Its pri­mary role is to break food down so it can be used by the body. But it also does so much more than this. Un­der­stand­ing how the gut works can help you keep things run­ning more smoothly.

The mouth, teeth and saliva break food down into man­age­able pieces by chew­ing. An en­zyme in saliva starts di­gest­ing car­bo­hy­drates.

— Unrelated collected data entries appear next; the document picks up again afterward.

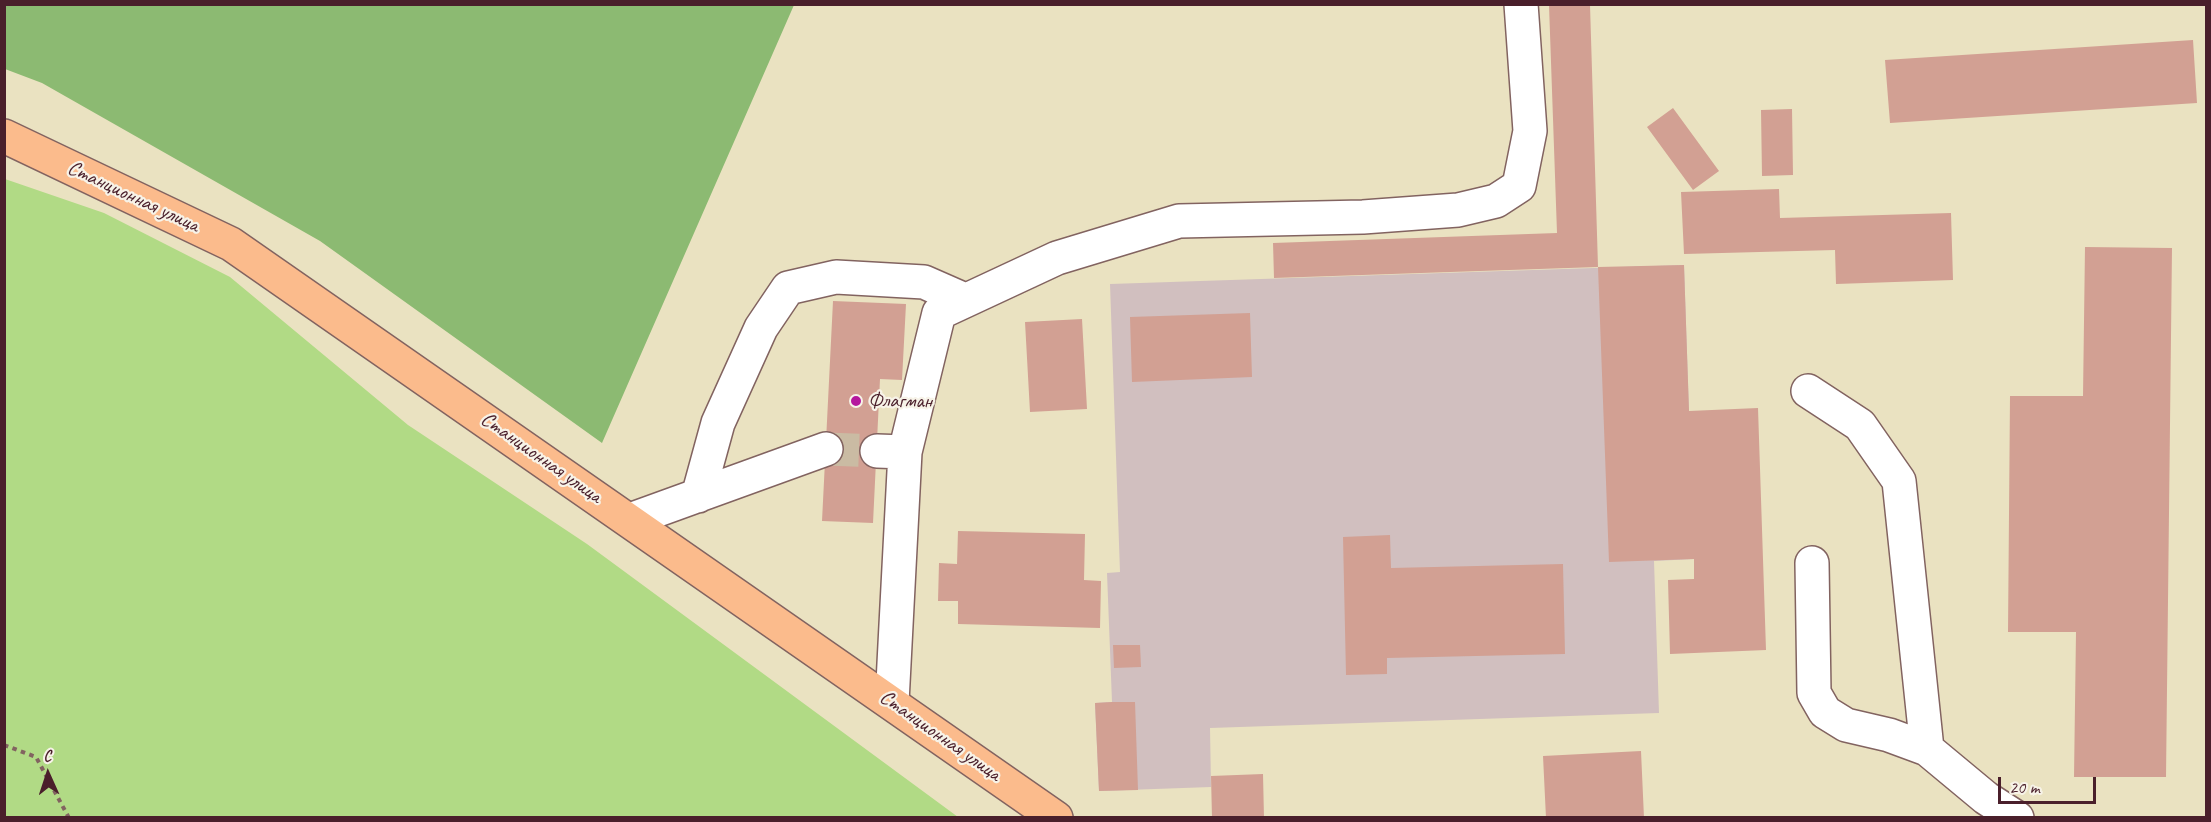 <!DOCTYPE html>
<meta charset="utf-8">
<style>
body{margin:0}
#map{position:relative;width:2211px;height:822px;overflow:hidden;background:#eae2c1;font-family:Caveat,sans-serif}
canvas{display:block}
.frame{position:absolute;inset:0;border:6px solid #4a1f2b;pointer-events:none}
.north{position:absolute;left:18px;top:744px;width:60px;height:60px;-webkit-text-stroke:4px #f7f3e8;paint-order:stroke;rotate:357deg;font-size:16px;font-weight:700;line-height:24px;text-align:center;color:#4a1f2b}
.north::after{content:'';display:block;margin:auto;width:21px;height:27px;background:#4a1f2b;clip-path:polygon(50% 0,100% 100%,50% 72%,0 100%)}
.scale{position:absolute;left:1998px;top:777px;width:98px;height:27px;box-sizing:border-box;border:3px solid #4a1f2b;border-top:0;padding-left:8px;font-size:18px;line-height:21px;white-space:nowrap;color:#4a1f2b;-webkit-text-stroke:4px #f7f3e8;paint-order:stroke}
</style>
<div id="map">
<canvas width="2211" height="822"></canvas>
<div class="frame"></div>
<div class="north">С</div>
<div class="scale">20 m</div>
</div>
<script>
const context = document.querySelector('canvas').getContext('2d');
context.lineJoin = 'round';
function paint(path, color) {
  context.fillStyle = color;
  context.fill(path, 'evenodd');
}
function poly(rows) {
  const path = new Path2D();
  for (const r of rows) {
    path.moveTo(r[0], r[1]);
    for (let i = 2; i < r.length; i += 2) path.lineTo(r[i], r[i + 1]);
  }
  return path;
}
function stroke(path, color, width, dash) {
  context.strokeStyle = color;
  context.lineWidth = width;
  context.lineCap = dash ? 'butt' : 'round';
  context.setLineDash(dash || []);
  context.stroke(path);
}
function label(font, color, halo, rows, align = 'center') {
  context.font = font + ' Caveat,sans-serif';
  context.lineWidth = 4.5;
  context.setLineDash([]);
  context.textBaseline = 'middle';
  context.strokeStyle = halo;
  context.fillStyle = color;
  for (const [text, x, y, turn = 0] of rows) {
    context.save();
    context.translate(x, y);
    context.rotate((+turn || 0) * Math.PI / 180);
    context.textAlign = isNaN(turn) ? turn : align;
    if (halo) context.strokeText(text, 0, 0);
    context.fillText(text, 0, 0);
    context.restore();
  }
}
const industrial = poly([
 [1684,265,1694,559,1654,561,1659,713,1210,728,1211,787,1099,791,1095,703,1112,702,1107,573,1120,572,1110,284]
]);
const green = poly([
 [5,179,104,213,230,277,408,425,587,544,958,817,5,817]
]);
const forest = poly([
 [4,5,5,4,794,5,602,443,320,241,42,83,5,69]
]);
const building = poly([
 [1549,5,1590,5,1598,267,1274,278,1273,243,1557,233],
 [2193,40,2197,103,1890,123,1885,60],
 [1673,108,1719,171,1693,190,1647,127],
 [1792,109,1793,175,1762,176,1761,110],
 [1779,189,1780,218,1951,213,1953,280,1836,284,1835,250,1684,254,1681,192],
 [2085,247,2172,248,2166,777,2074,777,2076,632,2008,632,2010,396,2083,396],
 [1684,265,1689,411,1758,408,1766,650,1670,654,1668,580,1694,579,1694,559,1609,562,1598,267],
 [833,301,906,304,902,380,880,379,873,523,822,521],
 [1250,313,1252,377,1132,382,1130,317],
 [1082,319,1087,409,1030,412,1025,322],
 [958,531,1085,534,1084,580,1101,581,1100,628,958,624,958,601,938,601,939,563,957,564],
 [1390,535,1391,568,1563,564,1565,654,1387,658,1387,674,1346,675,1343,537],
 [1113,645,1140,645,1141,667,1114,668],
 [1112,702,1135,702,1138,790,1099,791,1095,703],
 [1641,751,1644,818,1546,818,1543,756],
 [1263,774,1264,818,1212,818,1211,776]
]);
const minorTunnel = poly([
 [826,449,877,451]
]);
const path = poly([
 [4,745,36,757,69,818]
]);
const minor = poly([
 [1808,391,1860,425,1899,481,1927,749],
 [877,451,905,452,892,702],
 [905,452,939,313,1057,258,1179,221,1363,217,1458,210,1496,201,1519,186,1530,131,1521,4],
 [698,496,718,423,761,328,788,288,836,277,924,282,965,300],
 [630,520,826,449],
 [1812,563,1814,693,1825,712,1846,725,1889,735,1927,749,1986,798,2017,818]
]);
const major = poly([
 [4,136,231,244,1056,818]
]);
const markers = [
 [856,401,6,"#b5179e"]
];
const streetNames = [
 ["Станционная улица",133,197,25],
 ["Станционная улица",541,458,35],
 ["Станционная улица",940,736,35]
];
const poiNames = [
 ["Флагман",868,401]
];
paint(industrial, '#d1bfbf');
paint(green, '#b1da85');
paint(forest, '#8cba72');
paint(building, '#d2a093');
stroke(minorTunnel, '#cabba3', 33, [33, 16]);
stroke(minor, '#826360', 36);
stroke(major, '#826360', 36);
stroke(path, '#826360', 4, [4.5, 4.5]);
stroke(minor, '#fff', 33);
stroke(major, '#fbbb8c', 33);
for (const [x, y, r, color] of markers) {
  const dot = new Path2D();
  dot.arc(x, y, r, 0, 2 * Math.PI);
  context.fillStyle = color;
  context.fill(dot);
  stroke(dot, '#f7f3e8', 2);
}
label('21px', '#4a1f2b', '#f7f3e8', streetNames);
label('21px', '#4a1f2b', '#f7f3e8', poiNames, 'left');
</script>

The oe­soph­a­gus is a long tube be­tween mouth and stom­ach that squeezes food as you swal­low, mak­ing it smaller and mushier. Chew bread or meat well, or you may feel it go­ing down your chest.

In the stom­ach changes in acid­ity caused by food trig­ger cas­cades of en­zymes and hor­mones. En­zymes start break­ing down pro­tein, fats and starches. Hor­mones trig­ger feel­ings of full­ness. The stom­ach makes 2–3 litres of gas­tric fluid each day, which makes the food wa­tery and thin.

In the small in­tes­tine foods are bro­ken down into smaller par­ti­cles so nu­tri­ents can be ab­sorbed ef­fi­ciently into your blood­stream. The in­tes­tine’s in­side is cov­ered in tiny, fin­ger-like bulges to help your body ab­sorb nu­tri­ents. Bac­te­ria found here help keep the in­tes­tine cells healthy, and also pro­duce nu­tri­ents and hor­mones.

The colon or large in­tes­tine is your body’s last chance to sal­vage un­ab­sorbed ‘good­ies’ from the small in­tes­tine. You’re left with fi­bre, old cells, waste prod­ucts and dead bac­te­ria. In a word – ‘poo’.